That's not necessarily true. In theory, it takes more work to
generate the absolute address from a relative address, but in fact
nearly all reasonably current computers have hardware dedicated to the
task.

With most modern computers, a cache miss causes a MUCH larger delay
than figuring an effective address.
Recursion requires
local variables to be stored on the stack, i.e. to
be accessed using relative locations. Data structures
on the heap are even more complicated to access.

Not so -- allocating and freeing data can be expensive, but at least
in C and C++, when you allocate memory on the heap/free store you get
the (absolute) address of the memory allocated. Once you have that,
the access is relatively direct. By contrast, access to the stack is
essentially always done relative to some register.

As noted above, however, this rarely means much.
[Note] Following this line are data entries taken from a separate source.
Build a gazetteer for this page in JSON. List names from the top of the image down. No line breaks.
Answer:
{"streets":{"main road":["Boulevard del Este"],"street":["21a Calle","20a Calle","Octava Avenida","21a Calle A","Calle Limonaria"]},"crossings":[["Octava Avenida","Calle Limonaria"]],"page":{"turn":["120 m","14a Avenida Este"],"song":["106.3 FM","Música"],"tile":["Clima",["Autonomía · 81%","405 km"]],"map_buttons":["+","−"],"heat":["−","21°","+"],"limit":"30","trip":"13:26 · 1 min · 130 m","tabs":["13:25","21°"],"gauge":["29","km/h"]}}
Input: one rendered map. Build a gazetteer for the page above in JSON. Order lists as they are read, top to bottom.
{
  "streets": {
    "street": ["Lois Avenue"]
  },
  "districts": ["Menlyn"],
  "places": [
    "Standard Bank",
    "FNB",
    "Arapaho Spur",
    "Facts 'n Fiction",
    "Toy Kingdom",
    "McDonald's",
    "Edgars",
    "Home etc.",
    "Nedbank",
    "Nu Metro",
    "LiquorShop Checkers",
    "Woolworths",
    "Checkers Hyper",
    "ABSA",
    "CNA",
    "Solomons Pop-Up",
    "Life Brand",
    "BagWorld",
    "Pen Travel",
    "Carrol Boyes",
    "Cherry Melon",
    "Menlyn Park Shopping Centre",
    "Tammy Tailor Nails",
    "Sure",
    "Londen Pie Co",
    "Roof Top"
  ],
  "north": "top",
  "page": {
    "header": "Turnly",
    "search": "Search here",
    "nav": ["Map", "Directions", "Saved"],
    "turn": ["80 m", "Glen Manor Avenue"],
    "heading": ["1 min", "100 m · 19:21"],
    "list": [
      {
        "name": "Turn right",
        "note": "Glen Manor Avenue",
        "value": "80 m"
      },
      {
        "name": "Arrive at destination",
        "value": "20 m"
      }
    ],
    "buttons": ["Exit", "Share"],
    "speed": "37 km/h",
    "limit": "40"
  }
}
Accessing data on
the stack IS usually quite fast, but that's primarily because the page
at the top of the stack will nearly always be in the cache.
Dynamic storage is very bad, you can see the computer
stop for several thousand million clock cycles whilst the
garbage collector tries to find some more memory.

Only, for starters, when you actually use a garbage collector. Even
then, techniques to reduce waits during a collection cycle have been
well known for quite some time. I realize that many JVMs (for one
example) use GC that dates back to roughly the Lisp 1.5 era, but that
doesn't mean nothing better is known. Generataional scavenging,
incremental GC, etc., have been around for some time and can't be
summarily dismissed even for hard real-time systems.
 
B

Bryan Olson

Jerry said:
My opinions aren't based purely on looking at code produced by C
and/or C++ copmilers, but also by various other languages (including
Fortran). It's true that Fortran has changed since then as well, but
I'm not particularly convinced that the sub-optimal code is due to new
language features or anything like that.

Now, how do I, on one hand, say that the situation is worse today than
it was 20+ years ago, but also agree that optimizer technology has
gotten better during that time as well?

Hey -- there are more important things to optimize than clock-
cycle counts. I too am old enough to have learned FORTRAN IV,
and let's not kid the kids: FORTRAN IV sucked! Wasting a few
machine cycles is one thing, but don't waste large amounts of my
time and claim to be doing me a favor.

How bad did FORTRAN IV suck? Well, my favorite example is that
a for-loop (actually a "DO" loop in FORTRAN IV) could not
execute its body zero times. Even if the condition was false at
the start, it would go through at least once. Is that as
awkward as it sounds? Absolutely! Why did they do it? Well,
the way most machine instruction sets work, one can save a cycle
or two by testing the condition at the end of the loop, and
using a conditional jump backwards.

We have much more *efficient* languages today. C and C++ are
far from top of the list. Java doesn't crash, but it's still
notably primitive. My hope for the future is with elegant,
polymorphic-type-safe languages, such as the ML family, or
perhaps even more purely functional languages such as Haskell.
They have yet to make a commercial splash comparable to C/C++ or
Java, but when tested in coding-competition, they romp.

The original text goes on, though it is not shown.